_WHAT TO PRODUCE_
Lines from the records below that contain the word "class" are to be copied out.

_GIVEN DATA_
[Start of section]

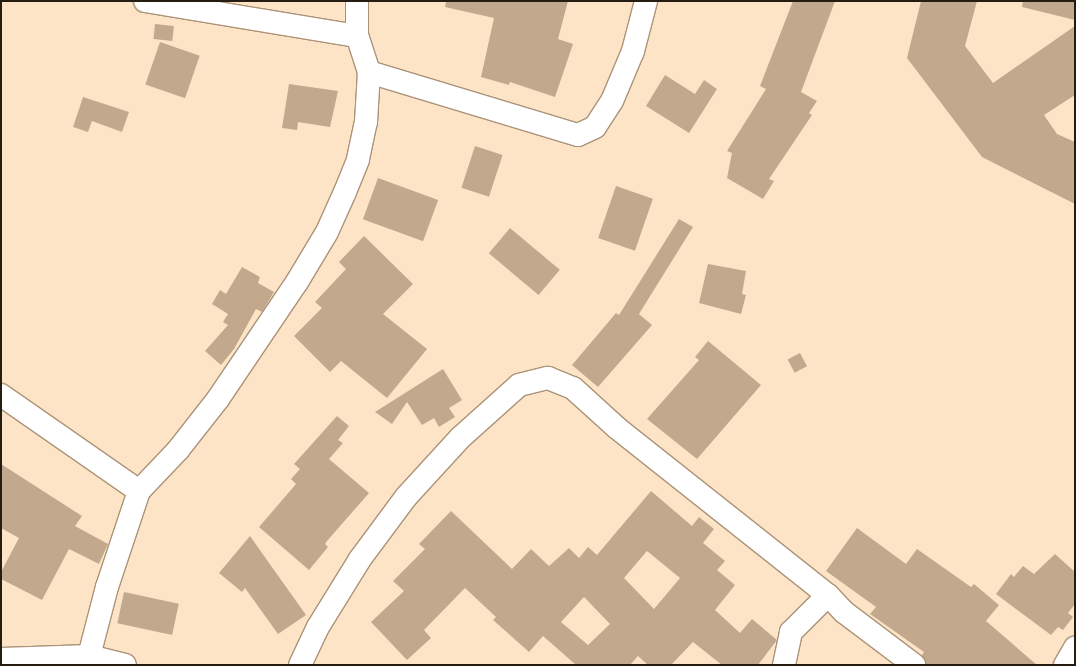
<!DOCTYPE html>
<style>
body{margin:0}
#map{position:relative;width:1076px;height:666px;overflow:hidden;background:#fee4c7;font-family:"Sofia Sans Condensed",sans-serif}
div>[style]{position:absolute}
.building>*{inset:0;background:#c2a98e;transform-origin:0 0}
.roads{filter:drop-shadow(1px 0 #ab9378) drop-shadow(-1px 0 #ab9378) drop-shadow(0 1px #ab9378) drop-shadow(0 -1px #ab9378)}
.minor>*{height:22px;margin:-11px;padding:0 11px;transform-origin:11px;border-radius:11px;background:#fff}
span{translate:-50% -50%;white-space:nowrap;text-align:center;line-height:1.15;-webkit-text-stroke:4px #fee4c7;paint-order:stroke}
.frame{position:absolute;inset:0;border:2px solid #261d12;pointer-events:none}
</style>
<div id="map">
<div class="building">
<i style="clip-path:polygon(446px 1px,568px 1px,558px 39px,573px 44px,555px 97px,510px 82px,509px 85px,481px 77px,494px 18px,445px 7px)"></i>
<i style="clip-path:polygon(793px 1px,835px 1px,801px 92px,817px 101px,809px 113px,812px 115px,769px 179px,774px 181px,763px 199px,727px 178px,732px 153px,727px 151px,766px 89px,760px 86px)"></i>
<i style="clip-path:polygon(921px 1px,977px 1px,965px 46px,993px 83px,1075px 26px,1075px 95px,1044px 115px,1057px 134px,1075px 142px,1075px 204px,982px 157px,907px 58px)"></i>
<i style="clip-path:polygon(1023px 1px,1075px 1px,1075px 20px,1022px 7px)"></i>
<i style="left:155px;top:24px;width:19px;height:15px;rotate:6deg"></i>
<i style="left:160px;top:42px;width:42px;height:45px;rotate:19deg"></i>
<i style="clip-path:polygon(665px 75px,695px 94px,704px 80px,717px 89px,689px 133px,646px 106px)"></i>
<i style="clip-path:polygon(289px 84px,338px 91px,330px 127px,298px 122px,297px 130px,282px 128px)"></i>
<i style="clip-path:polygon(83px 97px,129px 112px,122px 132px,92px 121px,88px 132px,73px 127px)"></i>
<i style="left:475px;top:146px;width:29px;height:44px;rotate:18deg"></i>
<i style="left:378px;top:178px;width:64px;height:44px;rotate:20deg"></i>
<i style="left:616px;top:186px;width:39px;height:55px;rotate:19deg"></i>
<i style="clip-path:polygon(679px 219px,693px 227px,639px 314px,652px 325px,598px 387px,572px 365px,616px 313px,619px 315px)"></i>
<i style="left:510px;top:228px;width:65px;height:33px;rotate:40deg"></i>
<i style="clip-path:polygon(364px 236px,413px 284px,383px 314px,427px 349px,387px 398px,341px 361px,330px 372px,294px 336px,322px 308px,315px 302px,346px 269px,339px 262px)"></i>
<i style="clip-path:polygon(708px 264px,746px 271px,742px 294px,746px 295px,741px 314px,699px 303px)"></i>
<i style="clip-path:polygon(242px 267px,260px 277px,258px 283px,274px 292px,262px 312px,256px 309px,234px 349px,221px 365px,205px 351px,228px 325px,223px 322px,228px 314px,212px 304px,220px 290px,226px 294px)"></i>
<i style="clip-path:polygon(708px 341px,761px 385px,697px 459px,647px 419px,699px 360px,695px 357px)"></i>
<i style="left:800px;top:353px;width:15px;height:14px;rotate:62deg"></i>
<i style="clip-path:polygon(443px 369px,462px 400px,449px 408px,455px 417px,439px 427px,434px 418px,422px 425px,407px 402px,392px 424px,375px 412px)"></i>
<i style="clip-path:polygon(337px 416px,349px 426px,338px 440px,343px 443px,329px 459px,369px 493px,327px 541px,325px 544px,328px 547px,309px 570px,259px 527px,296px 484px,291px 479px,300px 469px,294px 464px)"></i>
<i style="clip-path:polygon(1px 464px,82px 516px,75px 526px,108px 544px,99px 564px,69px 549px,42px 600px,1px 579px,1px 572px,19px 538px,1px 528px)"></i>
<i style="clip-path:polygon(evenodd,651px 491px,692px 526px,699px 517px,714px 529px,703px 543px,725px 561px,717px 570px,735px 585px,715px 610px,740px 633px,752px 619px,777px 640px,758px 665px,722px 665px,693px 642px,671px 665px,648px 665px,638px 656px,630px 665px,576px 665px,543px 636px,529px 652px,493px 620px,496px 617px,465px 588px,424px 630px,431px 638px,407px 660px,371px 622px,404px 591px,393px 581px,425px 549px,419px 544px,451px 511px,512px 569px,531px 549px,549px 566px,569px 548px,579px 558px,588px 547px,597px 555px,651px 491px,647px 551px,680px 578px,654px 609px,624px 578px,647px 551px,651px 491px,584px 597px,610px 624px,588px 645px,561px 622px,584px 597px)"></i>
<i style="clip-path:polygon(857px 528px,906px 564px,917px 549px,971px 587px,974px 584px,999px 605px,986px 621px,1037px 665px,926px 665px,922px 655px,924px 652px,870px 614px,876px 607px,826px 571px)"></i>
<i style="clip-path:polygon(250px 536px,306px 615px,278px 634px,245px 588px,242px 592px,219px 573px)"></i>
<i style="clip-path:polygon(1055px 554px,1075px 572px,1075px 604px,1068px 613px,1073px 617px,1063px 630px,1058px 627px,1051px 635px,996px 594px,1011px 574px,1014px 577px,1023px 566px,1034px 574px)"></i>
<i style="left:124px;top:592px;width:56px;height:32px;rotate:12deg"></i>
</div>
<div class="roads">
<div class="minor">
<i style="left:145px;top:1px;width:215px;rotate:9.4deg"></i>
<i style="left:369px;top:72px;width:218px;rotate:16.8deg"></i>
<i style="left:578px;top:135px;width:19px;rotate:-25deg"></i>
<i style="left:595px;top:127px;width:31px;rotate:-57deg"></i>
<i style="left:612px;top:101px;width:54px;rotate:-67.2deg"></i>
<i style="left:633px;top:51px;width:52px;rotate:-75.4deg"></i>
<i style="left:1px;top:395px;width:168px;rotate:34.8deg"></i>
<i style="left:89px;top:656px;width:71px;rotate:-75.4deg"></i>
<i style="left:107px;top:587px;width:101px;rotate:-71.6deg"></i>
<i style="left:139px;top:491px;width:57px;rotate:-46.4deg"></i>
<i style="left:178px;top:450px;width:65px;rotate:-51.9deg"></i>
<i style="left:218px;top:399px;width:141px;rotate:-56deg"></i>
<i style="left:297px;top:282px;width:58px;rotate:-59deg"></i>
<i style="left:327px;top:232px;width:44px;rotate:-65.8deg"></i>
<i style="left:345px;top:192px;width:35px;rotate:-68deg"></i>
<i style="left:358px;top:159px;width:38px;rotate:-78deg"></i>
<i style="left:366px;top:122px;width:50px;rotate:-86.6deg"></i>
<i style="left:369px;top:72px;width:38px;rotate:-108deg"></i>
<i style="left:357px;top:36px;width:35px;rotate:-90deg"></i>
<i style="left:1px;top:659px;width:88px;rotate:-2deg"></i>
<i style="left:89px;top:656px;width:37px;rotate:14deg"></i>
<i style="left:300px;top:665px;width:42px;rotate:-64.7deg"></i>
<i style="left:318px;top:627px;width:80px;rotate:-58.3deg"></i>
<i style="left:360px;top:559px;width:77px;rotate:-53.4deg"></i>
<i style="left:406px;top:497px;width:80px;rotate:-47.5deg"></i>
<i style="left:460px;top:438px;width:79px;rotate:-41.9deg"></i>
<i style="left:519px;top:385px;width:30px;rotate:-14deg"></i>
<i style="left:548px;top:378px;width:27px;rotate:22deg"></i>
<i style="left:573px;top:388px;width:59px;rotate:42.3deg"></i>
<i style="left:617px;top:428px;width:269px;rotate:38.4deg"></i>
<i style="left:828px;top:595px;width:23px;rotate:47deg"></i>
<i style="left:844px;top:612px;width:88px;rotate:37.1deg"></i>
<i style="left:784px;top:665px;width:34px;rotate:-78deg"></i>
<i style="left:791px;top:632px;width:52px;rotate:-45deg"></i>
<i style="left:1065px;top:665px;width:20px;rotate:-60deg"></i>
</div>
</div>
<div class="frame"></div>
</div>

[End of section]

_TASK OUTPUT_
<div class="building">
<div class="roads">
<div class="minor">
<div class="frame"></div>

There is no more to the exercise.